Dangerously high levels of inflation are leaving the drinking public facing an uncertain future, with experts warning that scores and gold medals are both increasing at an alarming rate.
‘We’re seeing double-digit increases of scores in the high-nineties across the board,’ warned drinks economist Jim Flation. ‘There’s no question – credibility is being increasingly squeezed.’
Scores in some parts of the media have been overheating for several years, with analysts blaming the rise on an apparently infinite number of competitions, journalist-driven awards and ratings websites.
‘No journalist, blogger or competition has ever given lower scores or fewer medals from one year to the next because that would make it difficult for submitteres to do well, and then no-one would enter,’ said Flation. ‘It’s creating an unstoppable upward pressure on scoring.
‘Things might be bad now,’ he warned, ‘but I’d expect them to get significantly worse over the next six months once the big competitions all start to publish their results.’
The current rate of score inflation is reckoned to be at its highest rate since the 1980s when major critics and magazines went from rating drinks out of 20 to suddenly scoring out of 100.

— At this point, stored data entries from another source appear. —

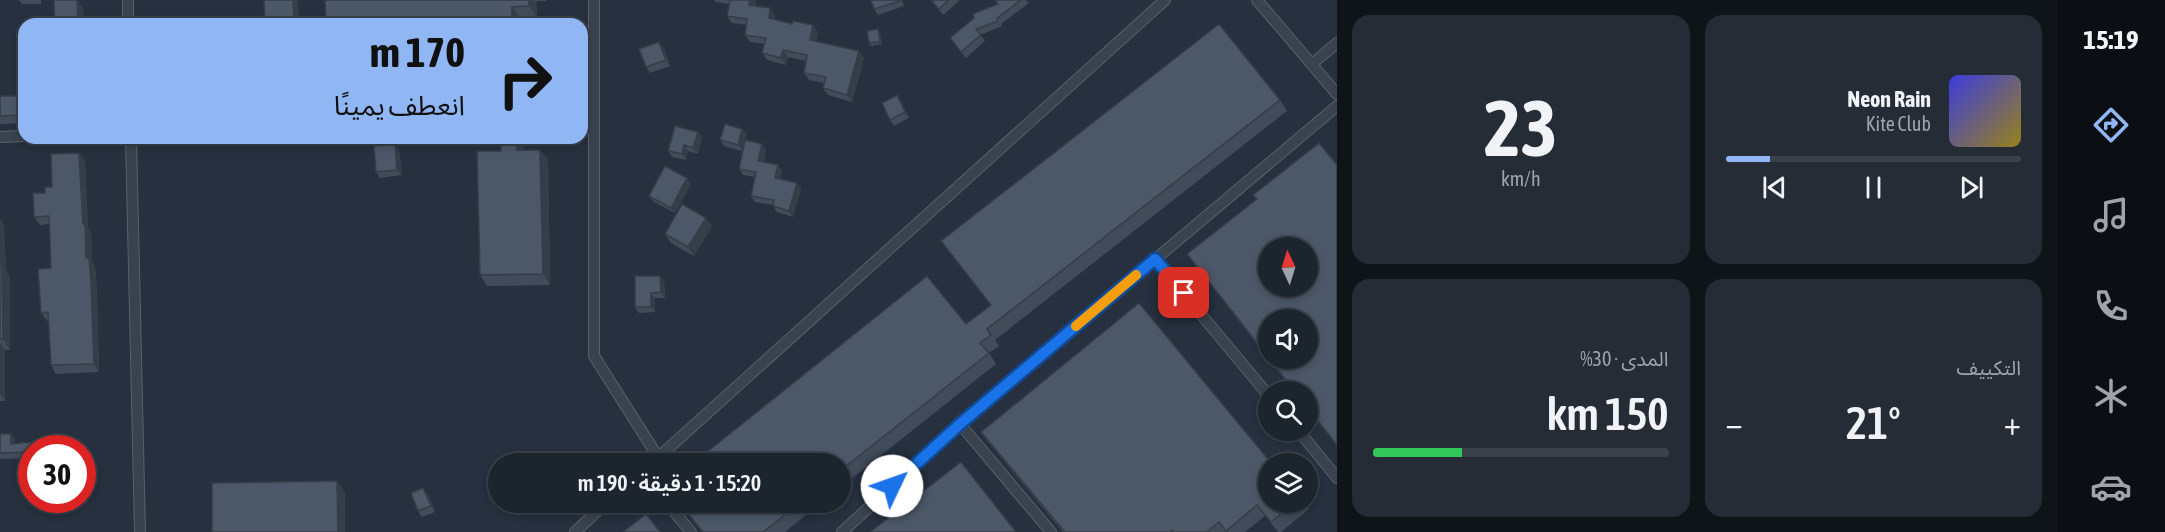 <!DOCTYPE html>
<html lang="ar">
<head>
<meta charset="utf-8">
<style>
	:root { --surface:#1c242e; --page:#252c36; --text:#f1f3f6; --muted:#a0a4aa; --line:#3a414a; --accent:#90b7f4 }
	body { margin:0; font-family:"Asap Condensed","Noto Sans Arabic",sans-serif; background:var(--page); color:var(--text); direction:rtl; height:100vh; display:flex; flex-direction:column; font-size:22px; white-space:nowrap }
	* { box-sizing:border-box; margin:0 }
	p { font-size:20px; color:var(--muted) }
	.icon { flex:none; width:33px; height:33px; fill:none; stroke:currentColor; stroke-width:2; stroke-linecap:round; stroke-linejoin:round }
	.map { position:relative; flex:1; overflow:hidden; direction:ltr }
	.side { display:flex; flex-direction:column; gap:15px; padding:15px; background:#0f1419; width:720px }
	.side>* { flex:none }
	.hud { position:absolute; left:18px; top:18px; width:570px; height:126px; border-radius:18px; box-shadow:0 3px 9px #0003,0 0 0 2px var(--line); direction:rtl; background:#90b7f4; color:#111; overflow:hidden }
	.needle { width:39px; rotate:356deg }
	.tools { position:absolute; left:1258px; top:237px; display:grid; gap:12px }
	.tools a { display:grid; place-items:center; width:60px; height:60px; border-radius:50%; background:var(--surface); box-shadow:0 3px 9px #0003,0 0 0 2px var(--line); font-size:30px }
	.speed { position:absolute; left:18px; top:435px; display:flex; gap:12px; font-size:30px; font-weight:700; text-align:center }
	.speed>* { display:grid; place-content:center; width:78px; height:78px; border-radius:50%; background:var(--surface); box-shadow:0 3px 9px #0003,0 0 0 2px var(--line); line-height:1 }
	.speed .limit { border:9px solid #d22; background:#fff; color:#111 }
	.pin { position:absolute; display:grid; place-items:center; width:51px; height:51px; color:#fff; margin:-26px; border-radius:12px; box-shadow:0 3px 9px #0006 }
	.me { position:absolute; width:66px; margin:-33px; rotate:48deg; stroke-linejoin:round; filter:drop-shadow(0 0 4px #0008) }
	.turn { display:flex; align-items:center; gap:21px; height:126px; padding:0 24px; font-size:27px }
	.turn .icon { width:78px; height:78px; stroke-width:2.5 }
	.turn b { display:block; font-size:42px; line-height:51px }
	.big { font-size:45px; font-weight:600; line-height:1.1 }
	.side .tile { flex:1; display:flex; flex-direction:column; justify-content:center; gap:9px; min-width:0; padding:0 21px; border-radius:18px; background:var(--page) }
	.side .dial { align-items:center; gap:0 }
	.dial b { font-size:78px; line-height:1 }
	.song { display:flex; align-items:center; gap:18px }
	.cover { width:72px; height:72px; border-radius:9px; background:linear-gradient(135deg,hsl(240 70% 55%),hsl(50 70% 35%)) }
	.played { height:6px; border-radius:3px; background:linear-gradient(90deg,var(--accent) 15%,var(--line) 15%) }
	.keys { display:flex; justify-content:space-around; direction:ltr }
	.heat { display:flex; justify-content:space-between; align-items:center; font-size:33px; direction:ltr }
	.charge { height:9px; border-radius:4px; background:linear-gradient(90deg,#34c759 30%,var(--line) 0) }
	.side .tiles { flex:1; display:grid; gap:15px; grid-template-columns:repeat(2,1fr) }
	.trip { position:absolute; left:488px; top:453px; width:363px; height:60px; border-radius:30px; background:var(--surface); box-shadow:0 3px 9px #0003,0 0 0 2px var(--line); font-weight:600; line-height:60px; text-align:center; direction:rtl }
	main { display:flex; flex:1; min-height:0 }
	.tabs { display:flex; flex-direction:column; width:108px; justify-content:space-around; align-items:center; background:#0b0e12; color:var(--muted) }
	.tabs .icon { width:42px; height:42px }
	.tabs .current { color:var(--accent) }
	.tabs b { font-size:27px; color:var(--text) }
	.map>svg:first-child { display:block }
</style>
</head>
<body>
<main>
<nav class="tabs">
<b>15:19</b>
<svg class="icon current" aria-label="directions" viewBox="0 0 24 24"><path d="M12 3l9 9-9 9-9-9zM9 14v-3h6M13 9l2 2-2 2"/></svg>
<svg class="icon" aria-label="music" viewBox="0 0 24 24"><path d="M9 18V5l10-2v13"/><circle cx="6" cy="18" r="3"/><circle cx="16" cy="16" r="3"/></svg>
<svg class="icon" aria-label="phone" viewBox="0 0 24 24"><path d="M5 4h4l2 5-3 2q2 4 5 5l2-3 5 2v4C11 20 4 13 5 4z"/></svg>
<svg class="icon" aria-label="climate" viewBox="0 0 24 24"><path d="M12 3v18M4 7l16 10M4 17L20 7"/></svg>
<svg class="icon" aria-label="car" viewBox="0 0 24 24"><path d="M5 17H2v-5l4-1 3-4h7l3 4 3 1v5h-3M9 17h6M6 11h13"/><circle cx="7" cy="17" r="2"/><circle cx="17" cy="17" r="2"/></svg>
</nav>
<section class="side">
<div class="tiles">
<div class="tile">
<div class="song"><i class="cover"></i><div><b>Neon Rain</b><p>Kite Club</p></div></div>
<div class="played"></div>
<div class="keys"><svg class="icon" aria-label="previous" viewBox="0 0 24 24"><path d="M18 5L8 12l10 7zM5 5v14"/></svg><svg class="icon" aria-label="pause" viewBox="0 0 24 24"><path d="M8 5v14M16 5v14"/></svg><svg class="icon" aria-label="next" viewBox="0 0 24 24"><path d="M6 5l10 7-10 7zM19 5v14"/></svg></div>
</div>
<div class="tile dial"><b>23</b><p>km/h</p></div>
<div class="tile"><p>التكييف</p>
<div class="heat"><a>−</a><b class="big">21°</b><a>+</a></div>
</div>
<div class="tile"><p>المدى · 30%</p><b class="big">150 km</b><div class="charge"></div></div>
</div>
</section>
<div class="map">
<svg width="1337" height="532" viewBox="0 0 1337 532">
	<rect width="100%" height="100%" fill="#26303e"/>
	<g fill="none" stroke-linecap="round" stroke-linejoin="round">
		<defs>
			<g id="street">
				<path d="M128,0V24"/>
				<path d="M594,0V356L658,457V463"/>
				<path d="M1257,0L1337,94"/>
				<path d="M1312,64L1337,43"/>
				<path d="M0,137L24,136"/>
				<path d="M131,138L140,532"/>
				<path d="M1155,259L1269,396"/>
				<path d="M960,424L1051,532"/>
				<path d="M1298,430L1337,478"/>
				<path d="M651,464L1165,0"/>
				<path d="M666,502L691,532"/>
				<path d="M575,532L607,502"/>
				<path d="M842,532L960,424L1337,106"/>
			</g>
		</defs>
		<use href="#street" stroke="#58606c" stroke-width="12"/>
		<use href="#street" stroke="#3a424e" stroke-width="10"/>
	</g>
	<g fill="#414b59">
		<path d="M19,0H41V4H22Z"/>
		<path d="M264,0L300,24H267L265,21Z"/>
		<path d="M325,0H546V1H537V17L520,18V24H326Z"/>
		<path d="M714,0H756L755,6L770,8L775,15L774,20L818,32L816,42L864,58L852,102L828,95L823,88L824,83L809,80L804,73L806,61L788,57L786,65L767,60L762,53L765,44L750,42L745,35L747,25L732,23L727,16L729,4L716,2Z"/>
		<path d="M902,0L904,6L878,15L874,9Z"/>
		<path d="M931,0H960L943,15Z"/>
		<path d="M995,0H1026L1029,3L1001,24L1002,26L980,35L985,41L966,58L950,38L998,4Z"/>
		<path d="M880,32L882,44L871,46L869,43Z"/>
		<path d="M664,48L670,66L650,73L646,67Z"/>
		<path d="M0,96H24V123L0,124Z"/>
		<path d="M1280,100L1287,111L995,340L999,346L989,353L996,364L840,488V464L966,324L991,305L941,241Z"/>
		<path d="M901,101L909,118L894,126L890,120Z"/>
		<path d="M742,129L747,135L745,140L762,144L766,150L764,162L782,171L780,179L797,183L801,189L793,217L777,212L773,206V205L755,202L751,196L755,177L743,175L739,169L745,141L742,151L724,146L720,140Z"/>
		<path d="M702,137L698,154L688,151L686,160L672,157L668,151Z"/>
		<path d="M489,138H524V150H540L548,160L550,285L487,286L480,275L501,151V139L490,140Z"/>
		<path d="M399,150L402,175L380,178L376,172Z"/>
		<path d="M85,161L88,228L91,232L92,262L95,267L97,290L99,372L56,374L51,365L49,321H47L41,313L51,268L49,224L40,225L34,217L45,193Z"/>
		<path d="M1337,165V446L1308,409V392H1294L1187,254Z"/>
		<path d="M691,184L675,213L654,202L649,196Z"/>
		<path d="M0,219L4,225L6,271L10,276V350H5V401H0Z"/>
		<path d="M712,226L694,256L671,243L665,234Z"/>
		<path d="M635,276L664,281L665,298H655V312L639,313L635,307Z"/>
		<path d="M981,432L1269,502H1304L1309,509L1281,532H1278L1265,516L1245,532H1063L989,443Z"/>
		<path d="M0,434H11L15,440V444H77L32,448V458L0,459Z"/>
		<path d="M428,494L435,512L422,517L418,511Z"/>
		<path d="M678,502H822L785,532H702Z"/>
	</g>
	<g fill="#353d48">
		<path d="M78,0L83,8L84,24H78Z"/>
		<path d="M293,0H298L300,24H296L294,20Z"/>
		<path d="M529,0L537,1V17L529,6Z"/>
		<path d="M750,0H756L754,13L749,5Z"/>
		<path d="M512,7L520,18V24H516L512,19Z"/>
		<path d="M770,8L775,15L774,25L769,18Z"/>
		<path d="M813,25L818,32L815,48L810,40Z"/>
		<path d="M878,29L880,32L882,44L880,42Z"/>
		<path d="M659,42L664,48L670,66L666,60Z"/>
		<path d="M783,50L788,57L786,65L781,58Z"/>
		<path d="M859,51L864,58L852,102L847,95Z"/>
		<path d="M897,95L901,101L909,118L905,112Z"/>
		<path d="M742,129L747,135L742,151L738,145Z"/>
		<path d="M698,132L702,137L698,154L693,148Z"/>
		<path d="M517,138H524L525,161L517,150Z"/>
		<path d="M395,144L399,150L402,175L397,170Z"/>
		<path d="M762,144L766,150L762,167L758,161Z"/>
		<path d="M684,145L688,151L686,160L682,154Z"/>
		<path d="M540,150L548,160L550,285L543,274Z"/>
		<path d="M79,153L85,161L88,228L91,232L92,262L95,267L97,290L99,372L94,364L83,224Z"/>
		<path d="M778,165L782,171L779,184L775,178Z"/>
		<path d="M687,178L691,184L675,213L671,208Z"/>
		<path d="M797,183L801,189L793,217L789,211Z"/>
		<path d="M706,218L712,226L694,256L688,247Z"/>
		<path d="M0,219L4,225L6,271L10,276V350L3,339L0,267Z"/>
		<path d="M660,276L664,281L665,298L661,292Z"/>
		<path d="M651,293L655,298V312L651,307Z"/>
		<path d="M0,343L5,350V401L0,394Z"/>
		<path d="M11,434L15,440V450L11,444Z"/>
		<path d="M73,438L77,444L78,448H74Z"/>
		<path d="M337,481L345,492V532H338Z"/>
		<path d="M423,488L428,494L435,512L431,506Z"/>
	</g>
	<g fill="#4c5767" stroke="#353d48" stroke-width="1.5" fill-rule="evenodd">
		<path d="M54,0H77L78,24H55Z"/>
		<path d="M264,0H293L294,20L265,21Z"/>
		<path d="M325,0H529V6L512,7V19L326,23Z"/>
		<path d="M730,0H750L749,5L770,8L769,18L792,24L793,21L813,25L810,40L859,51L847,95L823,88L826,77L804,73L807,55L783,50L781,58L762,53L766,38L745,35L747,19L727,16Z"/>
		<path d="M871,0H900V1L874,9Z"/>
		<path d="M931,0H949L939,9Z"/>
		<path d="M995,0H1021L997,18L998,21L976,29L981,35L961,52L950,38L974,18L973,14L998,4Z"/>
		<path d="M1219,24L1280,100L987,329L991,335L980,343L989,353L840,471V464H692L927,276L966,324L991,305L941,241Z"/>
		<path d="M878,29L880,42L869,43L867,31Z"/>
		<path d="M659,42L666,60L646,67L639,49Z"/>
		<path d="M897,95L905,112L890,120L882,103Z"/>
		<path d="M0,96H24V115L0,116Z"/>
		<path d="M725,124L742,129L738,145L720,140Z"/>
		<path d="M675,126L698,132L693,148L684,145L682,154L668,151Z"/>
		<path d="M500,138H517V150H540L543,274L480,275L477,151H501Z"/>
		<path d="M745,140L762,144L758,161L778,165L775,178L797,183L789,211L773,206L774,200L751,196L756,172L739,169Z"/>
		<path d="M1319,143L1337,165V445L1308,408V392H1295L1269,358H1308V320H1269V358L1187,254L1257,199L1253,195ZM1269,248H1308V286H1269Z"/>
		<path d="M395,144L397,170L376,172L374,146Z"/>
		<path d="M79,153L83,224H85L86,258H89L91,281L94,364L51,365L48,312L41,313L38,269L51,268L49,216L34,217L33,193H45V187H52L51,154Z"/>
		<path d="M665,166L687,178L671,208L649,196Z"/>
		<path d="M682,204L706,218L688,247L665,234Z"/>
		<path d="M0,265H2L3,339H0Z"/>
		<path d="M635,276H660L661,292L651,293V307H635Z"/>
		<path d="M1139,303L1272,464H1269V502H1295L1271,522L1257,505L1226,531L1219,522L1207,532H1174L1172,530L1170,532H1065L981,432Z"/>
		<path d="M0,434H11V444L73,438L74,448H32V452L0,453Z"/>
		<path d="M961,462L1016,532H870Z"/>
		<path d="M337,481L338,532H212V483Z"/>
		<path d="M423,488L431,506L418,511L411,493Z"/>
		<path d="M679,502H801L763,532H703Z"/>
		<path d="M646,514L660,532H623Z"/>
	</g>
	<g fill="none" stroke-linecap="round" stroke-linejoin="round">
		<defs>
			<path id="route" d="M892,486L960,424L1155,259L1184,293"/>
		</defs>
		<use href="#route" stroke="#114b97" stroke-width="15"/>
		<use href="#route" stroke="#1a73e8" stroke-width="10"/>
		<path stroke="#f59e0b" stroke-width="10" d="M1076,326L1136,275"/>
	</g>
</svg>
<div class="tools">
<a><svg class="needle" viewBox="-14 -14 28 28"><path d="M0-13l5 13h-10z" fill="#e53935"/><path d="M0 13l5-13h-10z" fill="#a0a4aa"/></svg></a>
<a><svg class="icon" aria-label="sound" viewBox="0 0 24 24"><path d="M4 9h4l5-4v14l-5-4H4zM17 9q2 3 0 6"/></svg></a>
<a><svg class="icon" aria-label="search" viewBox="0 0 24 24"><circle cx="10" cy="10" r="6"/><path d="M15 15l6 6"/></svg></a>
<a><svg class="icon" aria-label="layers" viewBox="0 0 24 24"><path d="M12 4l9 5-9 5-9-5zM3 14l9 5 9-5"/></svg></a>
</div>
<div class="speed"><div class="limit">30</div></div>
<div class="pin" style="left:1184px;top:293px;background:#d93025"><svg class="icon" aria-label="arrive" viewBox="0 0 24 24"><path d="M6 21V4h12l-3 4 3 4H6"/></svg></div>
<svg class="me" style="left:892px;top:486px" viewBox="-20 -20 40 40"><circle r="19" fill="#fff"/><path d="M0-13L10 11 0 6-10 11z" fill="#1a73e8"/></svg>
<div class="trip">15:20 · 1 دقيقة · 190 m</div>
<div class="hud">
<div class="turn"><svg class="icon" aria-label="right" viewBox="0 0 24 24"><path d="M7 20v-9h11M14 6l5 5-5 5"/></svg><div><b>170 m</b>انعطف يمينًا</div></div>
</div>
</div>
</main>
</body>
</html>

Experts have said the world faces a ‘cost of lying crisis’.
‘If there isn’t a major correction downwards pretty soon we could reach a situation where every drink on the planet scores 95 or above,’ warned Flation.
‘In fact, James Suckling is pretty much already there.’
According to social scientist D’Emma Graphic, inflation has a major impact on people’s quality of life.
‘The scores might keep going up, but because the actual quality stays the same, everyone feels worse off,’ she said.
Economists say that the nightmare scenario is a situation where scores go up, even though quality is actually going down.
This so-called Stagsleapflation has, she said, ‘been a problem in Napa for years.’
Good old days
‘It doesn’t seem that long ago that 90 points got you enough tasty PR to last for weeks,’ said one wine producer.
‘The price of gas is completely out of control.’
‘This whole inflation problem all comes back to energy,’ said one expert. ‘Specifically, the complete lack of it in the drinks world.’